Possibilities and problems
Historically, solar arrays have taken agricultural land out of production. But people are finding ways to work in concert with solar developments, said Sharon Pillar, executive director for the Pennsylvania Solar Center, a nonprofit that helps businesses and groups get access to solar. It’s called agrivoltaics.
Murphy said he’s seen or heard of this done in a variety of ways. Mostly common is solar grazing. That means planting a grass-legume mix under the panels and grazing sheep there through the grazing season.
Murphy said he’s heard of people growing vegetables under panels or grapevines. There could also be scenarios where hay is produced under panels.
Solar arrays can be fixed-tilt, meaning they stay in one position, or tracker, meaning they move on an axis to track the sun as it moves across the sky.

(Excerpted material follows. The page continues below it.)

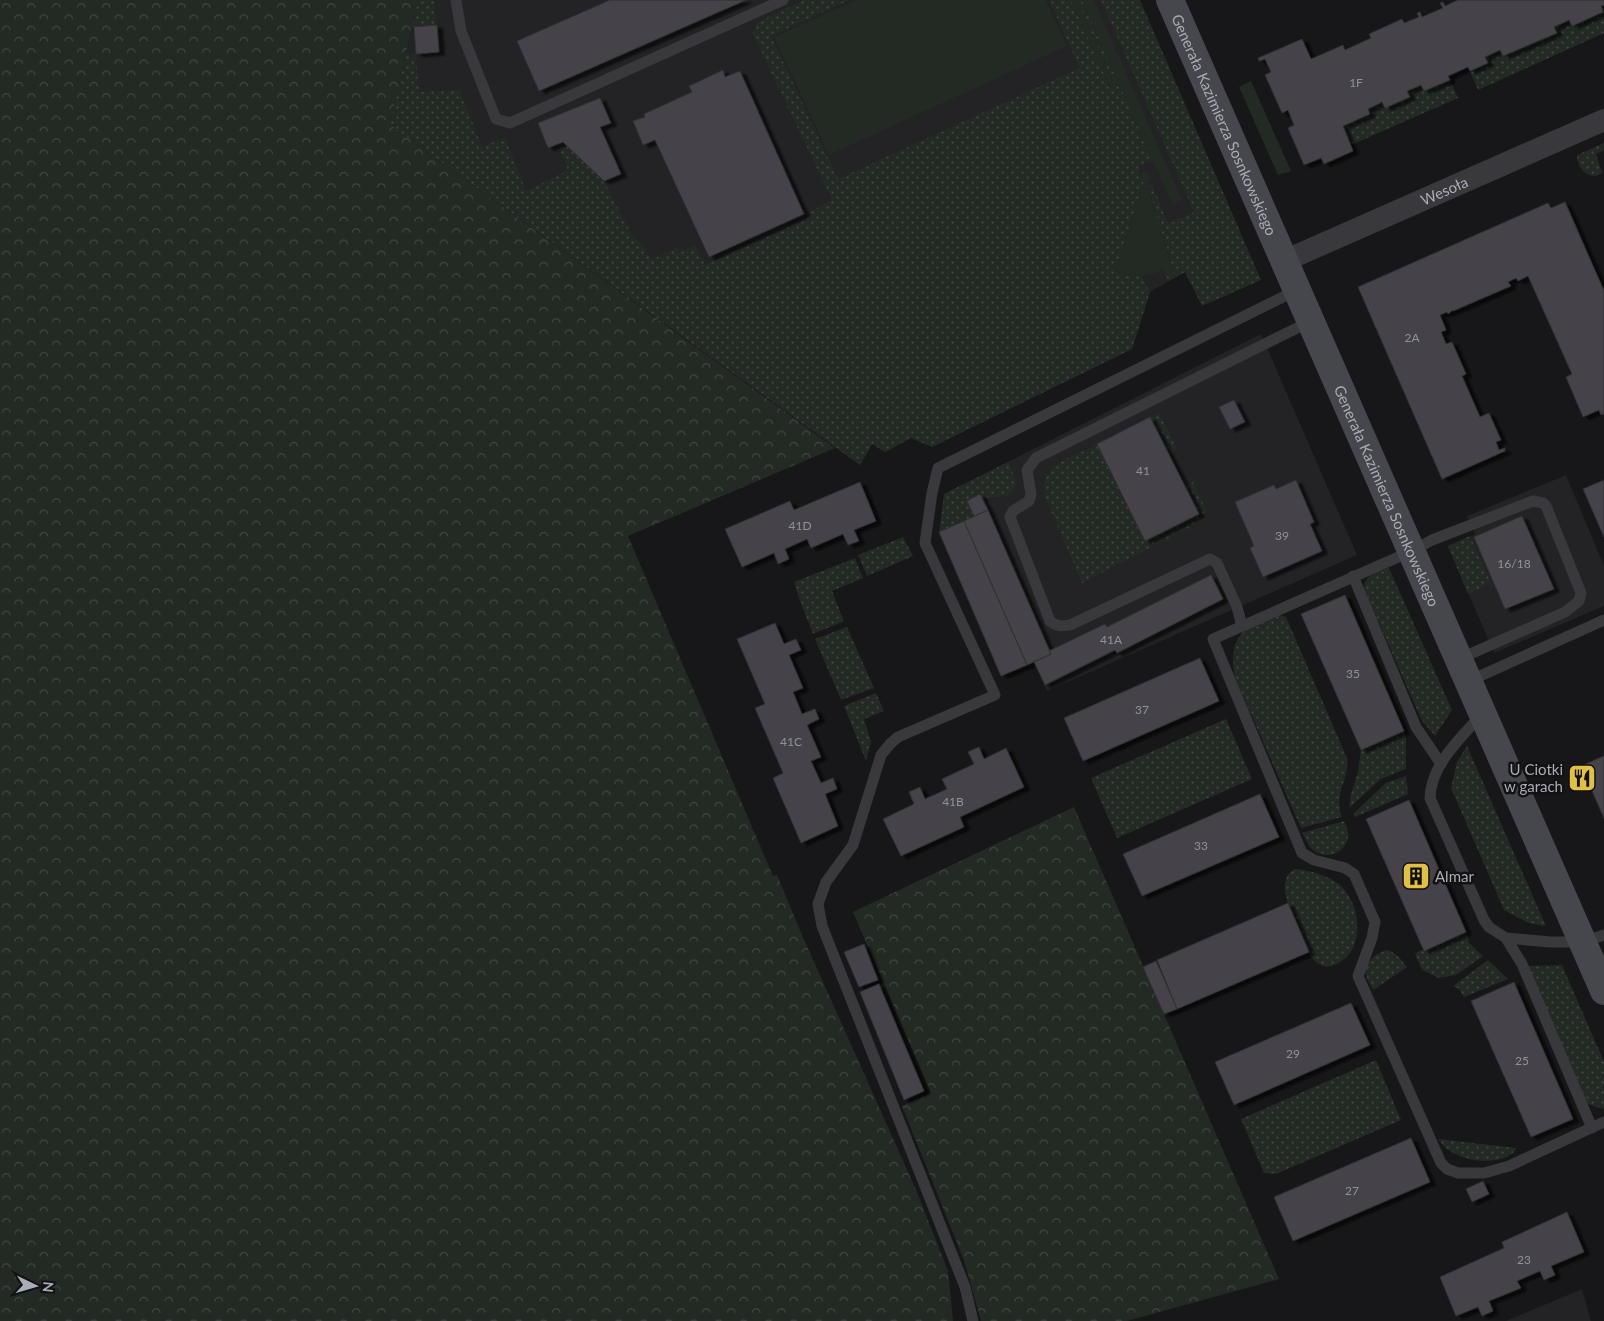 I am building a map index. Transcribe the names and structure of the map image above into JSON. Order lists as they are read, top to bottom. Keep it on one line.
{"streets":{"street":["Generała Kazimierza Sosnkowskiego","Wesoła"]},"crossings":[["Generała Kazimierza Sosnkowskiego","Wesoła"]],"places":{"restaurant":["U Ciotki w garach"],"building":["Almar"]},"house_numbers":["1F","2A","41","41D","39","16/18","41A","35","37","41C","41B","33","29","25","27","23"],"north":"right"}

There are more opportunities for agrivolatics with tracker panels. They could be moved as needed to allow for farm equipment to go around the panels.
With solar power also comes jobs. Most people think of solar installers, but there are many people before and after them, Pillar said.
With more solar development, there will also need to be electricians, sales people, geotechnical engineers, environmental scientists, land agents, solar panel cleaning companies, attorneys and solar component manufacturing companies.
“We’re talking tens of thousands of jobs,” Pillar said.
A study by Ohio University, released on Aug. 28, pointed to this. The analysis found that if Ohio added 2.5 gigawatts of power, which is roughly equal to the proposals before the Ohio Power Siting Board right now, it would create 18,039 jobs. These would be one-time construction phase jobs, but there would also be 207 annual operations and maintenance jobs supported over the life of the systems.
This would also mean $3.2 billion in economic impact during the construction phase, and a $54 million impact over the life of the systems, the Ohio University study found.
Time will tell if solar can deliver on all of its promises. Murphy and Romich said they’ve noticed that landowners and people in rural communities are understandably wary of solar leases and development companies.
The shale gas and horizontal drilling boom is still fresh in people’s minds, but energy leases are something many landowners in Ohio and Pennsylvania are used to. Vertical gas and oil wells and mining operations dot the landscape of the two states.
It’s not black and white or good vs. evil, in comparing solar power to fossil fuels though.
“I think there’s probably bad actors in every bunch. There are definitely things farmers and landowners want to protect themselves against,” Pillar said. “I think we’re seeing a lot of good actors trying to do this in a mindful way and working with communities and landowners.”